Often it seems that the people with the courage to air their opinions and convictions are humor-impaired. They embarrass themselves without realizing it. Sincere but misguided, they plunge heedlessly ahead and we can be embarrassed on their behalf—in the sense that it’s painful to watch a co-worker make a fool of herself dancing at the office Christmas party. But you can’t not watch. And so you can’t not read. If nothing else, you are reminded to thank the heavens that you don’t dance like that and you didn’t write that comment.

I sometimes wonder if there is an underground internet blog league (IBL?) that gives points to blog commentators for ad hominems, straw men, red herrings, slippery slopes, and sheer verbosity. A couple naysayers disagree with the poster, and it’s as though the blogger’s cronies are poised with keyboard and refresh key to rhetorically assault the naysayer. Each side rallies supporters, and soon—a RUMBLE! Exhibit A is extracted from an actual post on a Townhall blog. Exhibit B is that post expanded into standard English.

Exhibit A: “Well gee, insufferably stupid LMAO hal, why would it be do different?”

Exhibit B: “Well, gee, insufferably stupid ‘Laughing-My-Ass-Off Hal,’ why would it be so different?”

I know--it’s hard to say which is less civil. But every blog-reader has to sift through the straw of the insufferably stupid in search of the needle of good sense.  It’s just a hazard of the trade.

Yet, the comment feature should not be completely discounted. Replies can be thoughtful and informative.
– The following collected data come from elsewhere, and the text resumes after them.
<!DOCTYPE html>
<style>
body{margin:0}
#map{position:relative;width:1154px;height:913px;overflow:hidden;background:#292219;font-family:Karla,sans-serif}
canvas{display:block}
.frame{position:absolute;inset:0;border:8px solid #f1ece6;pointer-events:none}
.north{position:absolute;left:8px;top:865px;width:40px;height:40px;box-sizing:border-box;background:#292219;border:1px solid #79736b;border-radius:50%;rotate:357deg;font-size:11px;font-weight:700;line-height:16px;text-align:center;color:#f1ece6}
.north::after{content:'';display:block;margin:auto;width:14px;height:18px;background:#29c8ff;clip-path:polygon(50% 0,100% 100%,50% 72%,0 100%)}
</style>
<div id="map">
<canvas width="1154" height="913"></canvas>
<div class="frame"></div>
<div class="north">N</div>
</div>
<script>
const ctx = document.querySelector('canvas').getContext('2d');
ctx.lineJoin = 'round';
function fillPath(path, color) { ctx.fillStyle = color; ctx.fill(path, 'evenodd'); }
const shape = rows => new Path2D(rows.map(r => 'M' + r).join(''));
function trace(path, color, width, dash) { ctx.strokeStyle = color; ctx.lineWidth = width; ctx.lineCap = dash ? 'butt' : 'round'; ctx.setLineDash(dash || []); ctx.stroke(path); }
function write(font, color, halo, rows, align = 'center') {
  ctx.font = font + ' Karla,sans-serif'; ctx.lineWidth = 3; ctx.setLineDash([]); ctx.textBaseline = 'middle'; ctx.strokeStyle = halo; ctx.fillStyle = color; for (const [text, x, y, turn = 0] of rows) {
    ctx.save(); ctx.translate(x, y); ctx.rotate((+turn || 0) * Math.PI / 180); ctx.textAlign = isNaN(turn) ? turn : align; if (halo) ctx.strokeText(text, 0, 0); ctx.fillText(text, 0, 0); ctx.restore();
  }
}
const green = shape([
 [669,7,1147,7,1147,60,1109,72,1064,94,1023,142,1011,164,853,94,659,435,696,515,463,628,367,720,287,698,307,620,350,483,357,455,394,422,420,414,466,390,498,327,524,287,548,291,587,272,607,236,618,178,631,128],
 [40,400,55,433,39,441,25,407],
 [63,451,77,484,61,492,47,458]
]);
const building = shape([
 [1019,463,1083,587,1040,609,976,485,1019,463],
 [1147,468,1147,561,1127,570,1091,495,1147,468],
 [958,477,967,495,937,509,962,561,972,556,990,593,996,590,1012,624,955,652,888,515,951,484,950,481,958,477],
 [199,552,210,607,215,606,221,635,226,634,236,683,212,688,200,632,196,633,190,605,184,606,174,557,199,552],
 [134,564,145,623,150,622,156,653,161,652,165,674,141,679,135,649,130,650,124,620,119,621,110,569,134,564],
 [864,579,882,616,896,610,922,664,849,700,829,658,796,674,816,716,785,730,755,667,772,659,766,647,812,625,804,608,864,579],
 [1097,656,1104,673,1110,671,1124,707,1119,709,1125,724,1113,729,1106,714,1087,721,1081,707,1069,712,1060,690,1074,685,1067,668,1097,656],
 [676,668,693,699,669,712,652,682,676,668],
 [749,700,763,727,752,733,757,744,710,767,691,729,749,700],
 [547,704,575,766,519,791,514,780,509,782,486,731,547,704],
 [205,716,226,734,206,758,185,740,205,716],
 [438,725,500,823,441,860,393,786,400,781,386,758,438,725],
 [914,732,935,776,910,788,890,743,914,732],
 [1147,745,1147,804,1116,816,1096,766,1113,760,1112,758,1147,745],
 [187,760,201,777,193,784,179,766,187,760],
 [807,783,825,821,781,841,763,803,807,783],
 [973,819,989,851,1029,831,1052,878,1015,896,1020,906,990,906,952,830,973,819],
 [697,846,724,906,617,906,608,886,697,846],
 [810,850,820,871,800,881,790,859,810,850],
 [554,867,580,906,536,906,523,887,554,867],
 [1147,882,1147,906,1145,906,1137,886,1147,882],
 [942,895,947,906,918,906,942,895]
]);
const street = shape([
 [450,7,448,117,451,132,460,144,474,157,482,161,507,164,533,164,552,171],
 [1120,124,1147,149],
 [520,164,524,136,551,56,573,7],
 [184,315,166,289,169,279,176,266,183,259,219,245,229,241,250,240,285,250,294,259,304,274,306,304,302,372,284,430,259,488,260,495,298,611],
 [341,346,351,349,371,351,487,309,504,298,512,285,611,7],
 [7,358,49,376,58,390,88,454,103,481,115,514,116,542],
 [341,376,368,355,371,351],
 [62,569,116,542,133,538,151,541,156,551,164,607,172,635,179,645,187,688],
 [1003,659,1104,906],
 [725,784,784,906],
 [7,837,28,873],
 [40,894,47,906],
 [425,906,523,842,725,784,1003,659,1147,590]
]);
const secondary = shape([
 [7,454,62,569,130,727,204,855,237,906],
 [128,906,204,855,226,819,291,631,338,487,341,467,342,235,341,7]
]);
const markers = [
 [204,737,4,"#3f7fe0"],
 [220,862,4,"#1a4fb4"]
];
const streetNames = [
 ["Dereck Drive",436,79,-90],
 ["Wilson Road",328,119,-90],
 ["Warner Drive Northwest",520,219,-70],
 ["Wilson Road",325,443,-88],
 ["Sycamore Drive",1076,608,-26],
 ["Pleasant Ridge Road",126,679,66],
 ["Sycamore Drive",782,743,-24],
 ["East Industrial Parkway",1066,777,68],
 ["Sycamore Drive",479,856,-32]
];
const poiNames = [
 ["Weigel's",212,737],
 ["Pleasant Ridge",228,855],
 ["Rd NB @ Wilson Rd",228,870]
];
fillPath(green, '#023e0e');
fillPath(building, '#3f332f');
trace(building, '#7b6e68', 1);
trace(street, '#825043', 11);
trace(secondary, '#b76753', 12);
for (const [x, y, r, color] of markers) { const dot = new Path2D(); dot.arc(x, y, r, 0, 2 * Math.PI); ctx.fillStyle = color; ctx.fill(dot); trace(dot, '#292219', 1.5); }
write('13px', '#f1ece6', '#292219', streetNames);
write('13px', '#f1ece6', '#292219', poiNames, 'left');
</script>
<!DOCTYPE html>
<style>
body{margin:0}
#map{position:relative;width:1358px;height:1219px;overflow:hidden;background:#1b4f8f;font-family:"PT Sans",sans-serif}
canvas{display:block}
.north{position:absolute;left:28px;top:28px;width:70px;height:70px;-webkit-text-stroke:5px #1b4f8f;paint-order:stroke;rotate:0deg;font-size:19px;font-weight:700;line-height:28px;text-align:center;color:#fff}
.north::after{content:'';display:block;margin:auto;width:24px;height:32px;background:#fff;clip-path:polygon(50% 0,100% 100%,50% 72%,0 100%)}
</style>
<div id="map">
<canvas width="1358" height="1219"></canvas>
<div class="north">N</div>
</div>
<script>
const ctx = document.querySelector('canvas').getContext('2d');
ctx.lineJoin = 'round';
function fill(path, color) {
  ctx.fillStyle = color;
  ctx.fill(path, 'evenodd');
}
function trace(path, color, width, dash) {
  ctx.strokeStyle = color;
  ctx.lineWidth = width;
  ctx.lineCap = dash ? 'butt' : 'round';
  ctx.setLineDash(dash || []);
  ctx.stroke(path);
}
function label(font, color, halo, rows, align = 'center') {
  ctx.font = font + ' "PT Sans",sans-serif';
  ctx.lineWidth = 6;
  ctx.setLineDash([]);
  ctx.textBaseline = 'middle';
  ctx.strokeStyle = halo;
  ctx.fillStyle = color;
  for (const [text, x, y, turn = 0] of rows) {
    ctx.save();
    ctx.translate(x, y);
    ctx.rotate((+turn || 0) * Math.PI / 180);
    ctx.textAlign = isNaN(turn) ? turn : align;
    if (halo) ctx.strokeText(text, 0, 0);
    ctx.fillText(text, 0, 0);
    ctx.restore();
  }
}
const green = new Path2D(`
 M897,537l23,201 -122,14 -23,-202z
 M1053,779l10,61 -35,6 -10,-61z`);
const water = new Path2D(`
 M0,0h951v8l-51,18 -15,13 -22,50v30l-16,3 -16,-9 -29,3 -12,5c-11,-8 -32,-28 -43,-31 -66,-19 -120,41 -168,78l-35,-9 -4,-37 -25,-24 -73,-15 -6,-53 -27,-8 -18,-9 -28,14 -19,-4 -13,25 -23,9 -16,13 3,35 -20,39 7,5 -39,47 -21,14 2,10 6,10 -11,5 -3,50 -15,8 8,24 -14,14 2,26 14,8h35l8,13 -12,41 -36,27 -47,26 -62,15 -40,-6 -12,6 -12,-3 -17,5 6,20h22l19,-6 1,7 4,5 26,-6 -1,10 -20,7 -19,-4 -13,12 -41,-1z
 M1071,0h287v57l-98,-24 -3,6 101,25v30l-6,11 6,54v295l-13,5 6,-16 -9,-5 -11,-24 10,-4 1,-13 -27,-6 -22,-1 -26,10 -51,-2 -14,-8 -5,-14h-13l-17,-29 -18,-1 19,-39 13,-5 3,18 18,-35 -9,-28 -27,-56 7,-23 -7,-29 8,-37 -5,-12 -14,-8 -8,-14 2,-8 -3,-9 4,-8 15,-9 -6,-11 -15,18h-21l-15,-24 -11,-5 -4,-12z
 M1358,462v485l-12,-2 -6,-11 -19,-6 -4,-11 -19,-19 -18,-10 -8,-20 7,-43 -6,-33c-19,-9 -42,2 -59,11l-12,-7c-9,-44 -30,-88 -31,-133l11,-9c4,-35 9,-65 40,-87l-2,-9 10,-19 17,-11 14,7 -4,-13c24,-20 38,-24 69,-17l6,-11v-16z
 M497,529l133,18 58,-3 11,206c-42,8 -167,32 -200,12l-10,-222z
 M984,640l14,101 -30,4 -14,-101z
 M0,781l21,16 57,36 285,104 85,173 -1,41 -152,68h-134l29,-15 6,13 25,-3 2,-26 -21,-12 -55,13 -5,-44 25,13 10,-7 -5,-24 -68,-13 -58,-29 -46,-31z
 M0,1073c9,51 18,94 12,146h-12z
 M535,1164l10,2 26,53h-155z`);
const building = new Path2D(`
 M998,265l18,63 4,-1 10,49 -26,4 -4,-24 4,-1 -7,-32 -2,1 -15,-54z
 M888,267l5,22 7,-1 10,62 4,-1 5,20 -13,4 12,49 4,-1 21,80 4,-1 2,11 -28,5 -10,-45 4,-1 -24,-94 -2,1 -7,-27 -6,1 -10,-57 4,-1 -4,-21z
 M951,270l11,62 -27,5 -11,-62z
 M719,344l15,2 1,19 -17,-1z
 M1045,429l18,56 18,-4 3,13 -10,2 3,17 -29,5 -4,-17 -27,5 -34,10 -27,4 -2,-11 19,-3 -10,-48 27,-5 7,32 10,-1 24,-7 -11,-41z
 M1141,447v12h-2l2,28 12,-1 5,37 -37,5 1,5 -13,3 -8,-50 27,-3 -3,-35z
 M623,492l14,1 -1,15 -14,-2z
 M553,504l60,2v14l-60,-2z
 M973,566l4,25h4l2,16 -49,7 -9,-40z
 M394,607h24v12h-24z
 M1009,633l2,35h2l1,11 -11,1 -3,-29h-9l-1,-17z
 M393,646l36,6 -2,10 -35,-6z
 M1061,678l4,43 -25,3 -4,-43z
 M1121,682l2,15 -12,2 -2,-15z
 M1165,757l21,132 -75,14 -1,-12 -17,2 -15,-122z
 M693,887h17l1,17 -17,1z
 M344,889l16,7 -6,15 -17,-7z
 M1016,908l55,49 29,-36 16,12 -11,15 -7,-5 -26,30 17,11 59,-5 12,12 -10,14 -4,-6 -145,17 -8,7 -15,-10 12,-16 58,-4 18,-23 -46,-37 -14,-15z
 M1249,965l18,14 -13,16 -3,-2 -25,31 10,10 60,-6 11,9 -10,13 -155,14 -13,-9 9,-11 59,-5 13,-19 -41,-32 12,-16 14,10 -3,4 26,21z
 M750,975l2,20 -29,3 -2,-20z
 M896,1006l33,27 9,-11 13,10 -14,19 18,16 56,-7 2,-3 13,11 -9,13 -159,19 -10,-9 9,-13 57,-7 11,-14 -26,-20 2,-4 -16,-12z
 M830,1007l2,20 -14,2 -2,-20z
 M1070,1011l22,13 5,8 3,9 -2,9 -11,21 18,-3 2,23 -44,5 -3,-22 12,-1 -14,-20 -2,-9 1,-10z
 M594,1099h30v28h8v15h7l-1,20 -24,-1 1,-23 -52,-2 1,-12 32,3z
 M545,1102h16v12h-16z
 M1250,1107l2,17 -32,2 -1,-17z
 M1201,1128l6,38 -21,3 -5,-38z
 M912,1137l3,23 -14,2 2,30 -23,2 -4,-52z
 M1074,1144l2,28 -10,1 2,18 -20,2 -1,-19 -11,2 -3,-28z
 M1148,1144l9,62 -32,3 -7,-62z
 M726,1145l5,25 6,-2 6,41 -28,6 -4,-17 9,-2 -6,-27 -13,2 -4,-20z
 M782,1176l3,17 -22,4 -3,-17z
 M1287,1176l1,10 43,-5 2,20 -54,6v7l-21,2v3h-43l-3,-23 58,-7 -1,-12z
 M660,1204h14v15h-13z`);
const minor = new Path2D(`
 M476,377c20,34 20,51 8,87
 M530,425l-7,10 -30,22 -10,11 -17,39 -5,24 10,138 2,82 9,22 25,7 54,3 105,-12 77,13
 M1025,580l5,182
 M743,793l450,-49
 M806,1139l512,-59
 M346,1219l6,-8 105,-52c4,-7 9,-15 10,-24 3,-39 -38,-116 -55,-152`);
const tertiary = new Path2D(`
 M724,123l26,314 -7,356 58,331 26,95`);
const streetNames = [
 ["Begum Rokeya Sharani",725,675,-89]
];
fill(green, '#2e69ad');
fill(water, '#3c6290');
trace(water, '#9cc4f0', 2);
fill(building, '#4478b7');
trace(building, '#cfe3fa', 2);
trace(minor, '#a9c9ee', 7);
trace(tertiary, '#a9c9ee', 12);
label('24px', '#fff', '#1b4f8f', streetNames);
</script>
For example, at Insider Higher Ed comments of all ilk are submitted, but there are always a handful of well-thought-out responses legitimized with a first and last name and sometimes even the credentials of a professor or administrator.

“At my institution…”

“As chairman of the Political Science Department, I can attest that…”

And those comments are genuinely helpful. They revive hope that it is possible to recreate the real-life (as opposed to virtual life) forum or panel discussion or debate. And those few posts fulfill the ideal purpose of the comment. Of course, nowadays many sites use the comment feature as a market tool to build a reader base. But in this we are idealists, and we value thoughtful discussion and regular readers.

Now that we’ve established that legitimate and insightful comments exist, we have to admit that they are only helpful if one can focus long enough to read them. The post above the one you are reading may be throwing around accusations of sexism too nonsensical to ignore. And the post below it distracts because it is written partly in webbreviations, such as ROFL, IDK, RUS and TMA. (For explication, try the netlingo dictionary of chat acronyms. Parental discretion advised.) 

While it can be amusing or angering to read the comments of people you disagree with, I cringe most when I read comments made by people who fit into my niche of the population. When any combination of age, sex, race, religion, politics, and hometown align with mine, I am very conscious that this person has undertaken the task to speak on my behalf. Long ago, that person may have felt a responsibility to carefully represent his party or religion to the outside world. Now, it’s careless, faceless, and nameless.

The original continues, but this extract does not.